When I got hard for her at first, shamefully, hard and aching for her despite her obvious fear and unwillingness…
and then couldn’t get hard enough to go through with it.
She doesn't understand that it's not hatred, it's guilt.
I’m so fucking wracked with it that it’s all I can feel, beyond this pounding desire to get inside of her that only makes me feel worse, and the anger edging all of it—anger at the Council and at myself.
I’m guilty over wanting her so badly when she’s so young and afraid, for being aroused by her at all, seeing the look on her face, and feeling her tremble when I touched her.
Guilty for dragging her into this mess, for not being the kind of man who could make this right.
I've spent my entire adult life avoiding connections.
Avoiding anything that might make me vulnerable, that might give someone power over me.
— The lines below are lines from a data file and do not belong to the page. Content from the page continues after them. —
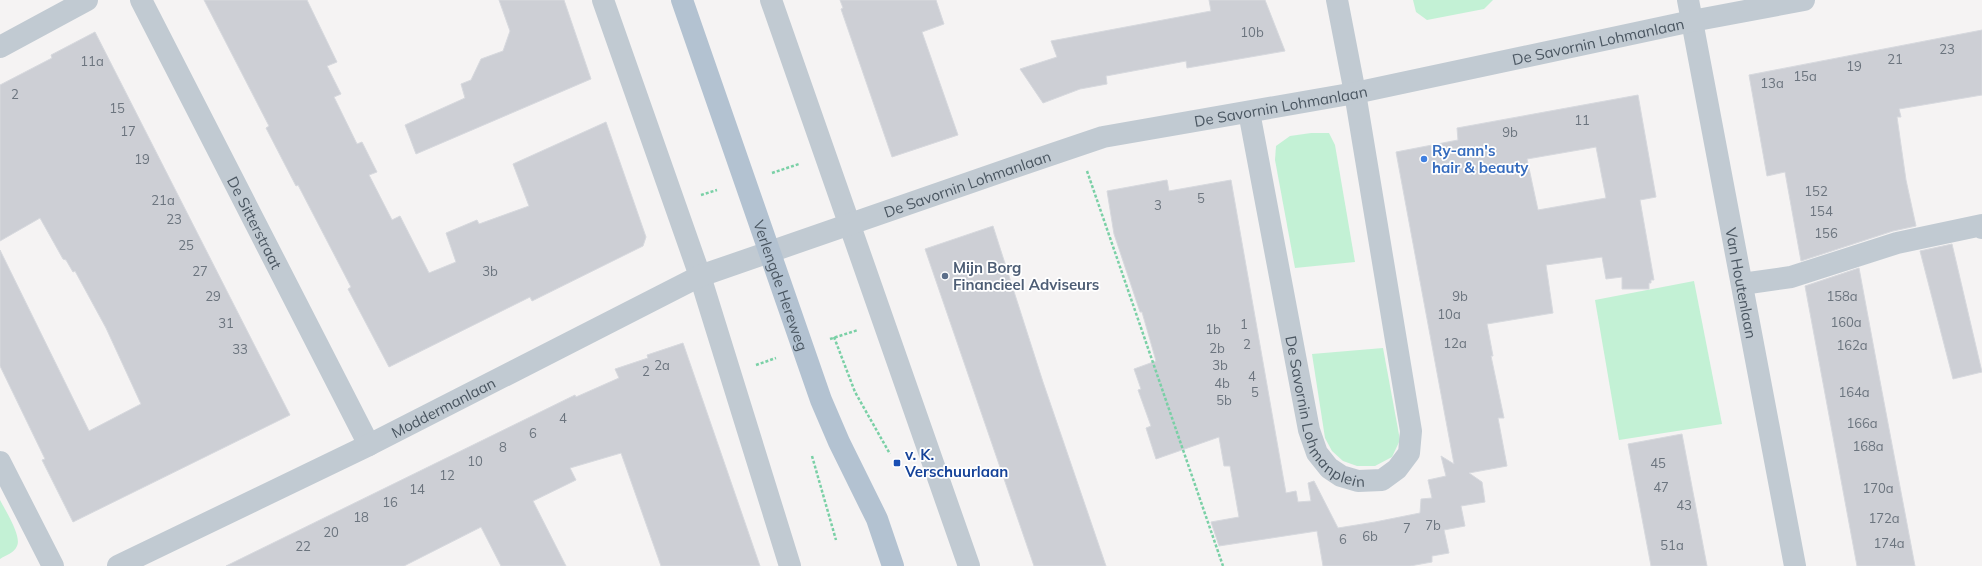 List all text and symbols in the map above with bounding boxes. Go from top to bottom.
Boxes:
street label: De Savornin Lohmanlaan [1510,13,1686,69]
house number: 10b [1240,24,1264,40]
house number: 23 [1939,41,1955,57]
house number: 21 [1887,51,1903,67]
house number: 11a [80,53,104,69]
house number: 19 [1846,58,1862,74]
house number: 15a [1793,68,1817,84]
house number: 13a [1760,75,1784,91]
street label: De Savornin Lohmanlaan [1193,81,1369,130]
house number: 2 [11,86,19,102]
house number: 15 [109,100,125,116]
house number: 11 [1574,112,1590,128]
house number: 17 [120,123,136,139]
house number: 9b [1502,124,1518,140]
place label: Ry-ann's hair & beauty [1432,141,1529,177]
street label: De Savornin Lohmanlaan [881,146,1053,221]
house number: 19 [134,151,150,167]
marker: Ry-ann's hair & beauty [1419,154,1429,164]
street label: De Sitterstraat [223,173,287,272]
house number: 152 [1804,183,1828,199]
house number: 5 [1197,190,1205,206]
house number: 21a [151,192,175,208]
house number: 3 [1154,197,1162,213]
house number: 154 [1809,203,1833,219]
house number: 23 [166,211,182,227]
street label: Verlengde Hereweg [750,217,813,353]
house number: 156 [1814,225,1838,241]
street label: Van Houtenlaan [1722,226,1761,340]
house number: 25 [178,237,194,253]
place label: Mijn Borg Financieel Adviseurs [953,258,1099,294]
house number: 27 [192,263,208,279]
house number: 3b [482,263,498,279]
marker: Mijn Borg Financieel Adviseurs [940,271,950,281]
house number: 29 [205,288,221,304]
house number: 9b [1452,288,1468,304]
house number: 158a [1826,288,1858,304]
house number: 10a [1437,306,1461,322]
house number: 160a [1830,314,1862,330]
house number: 31 [218,315,234,331]
house number: 1 [1240,316,1248,332]
house number: 1b [1205,321,1221,337]
street label: De Savornin Lohmanplein [1282,334,1365,491]
house number: 12a [1443,335,1467,351]
house number: 2 [1243,336,1251,352]
house number: 162a [1836,337,1868,353]
house number: 2b [1209,340,1225,356]
house number: 33 [232,341,248,357]
house number: 2a [654,357,670,373]
house number: 3b [1212,357,1228,373]
house number: 2 [642,363,650,379]
house number: 4 [1248,368,1256,384]
street label: Moddermanlaan [388,373,499,442]
house number: 4b [1214,375,1230,391]
house number: 5 [1251,384,1259,400]
house number: 164a [1838,384,1870,400]
house number: 5b [1216,392,1232,408]
house number: 4 [559,410,567,426]
house number: 166a [1846,415,1878,431]
house number: 6 [529,425,537,441]
house number: 168a [1852,438,1884,454]
house number: 8 [499,439,507,455]
place label: v. K. Verschuurlaan [904,445,1008,481]
house number: 10 [467,453,483,469]
house number: 45 [1650,455,1666,471]
marker: v. K. Verschuurlaan [892,458,902,468]
house number: 12 [439,467,455,483]
house number: 47 [1653,479,1669,495]
house number: 170a [1862,480,1894,496]
house number: 14 [409,481,425,497]
house number: 16 [382,494,398,510]
house number: 43 [1676,497,1692,513]
house number: 18 [353,509,369,525]
house number: 172a [1868,510,1900,526]
house number: 7b [1425,517,1441,533]
house number: 7 [1403,520,1411,536]
house number: 20 [323,524,339,540]
house number: 6b [1362,528,1378,544]
house number: 6 [1339,531,1347,547]
house number: 174a [1873,535,1905,551]
house number: 51a [1660,537,1684,553]
house number: 22 [295,538,311,554]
I learned that lesson when I was fifteen, kneeling beside my mother's body in a pool of blood, knowing that loving someone only gives the world another way to destroy you.
I swore I'd never let that happen again.
And now I'm married to a girl who is relying on me for protection. Who is clearly trying so fucking hard to please me, to be a good wife, even though I've given her nothing but coldness and cruelty.
She deserves so much better than what I am.
I flop onto the bed, still in my shirt and suit trousers, staring up at the ceiling.
The Council succeeded in fucking punishing me, alright.
They’ve forced me into this marriage, given me a burden and a responsibility I don't want.
And beyond that, the punishment is wanting her.
Wanting her so badly that I can barely think straight, that I cut my own arm open rather than take what I've been given the right to.
The punishment is knowing that every time I touch her, every time I'm near her, I'm going to want more. Going to want things I have no right to want from someone like her.
The Council wants the marriage consummated. Want proof that Maeve is truly mine, that her inheritance is secure under my control. They'll accept the blood on the sheets as evidence, but eventually, they're going to expect more. They’re going to expect her pregnant.
Eventually, I'm going to have to actually fuck my wife.
The thought makes my cock twitch again, and I curse under my breath.
This is going to be a problem. A serious fucking problem.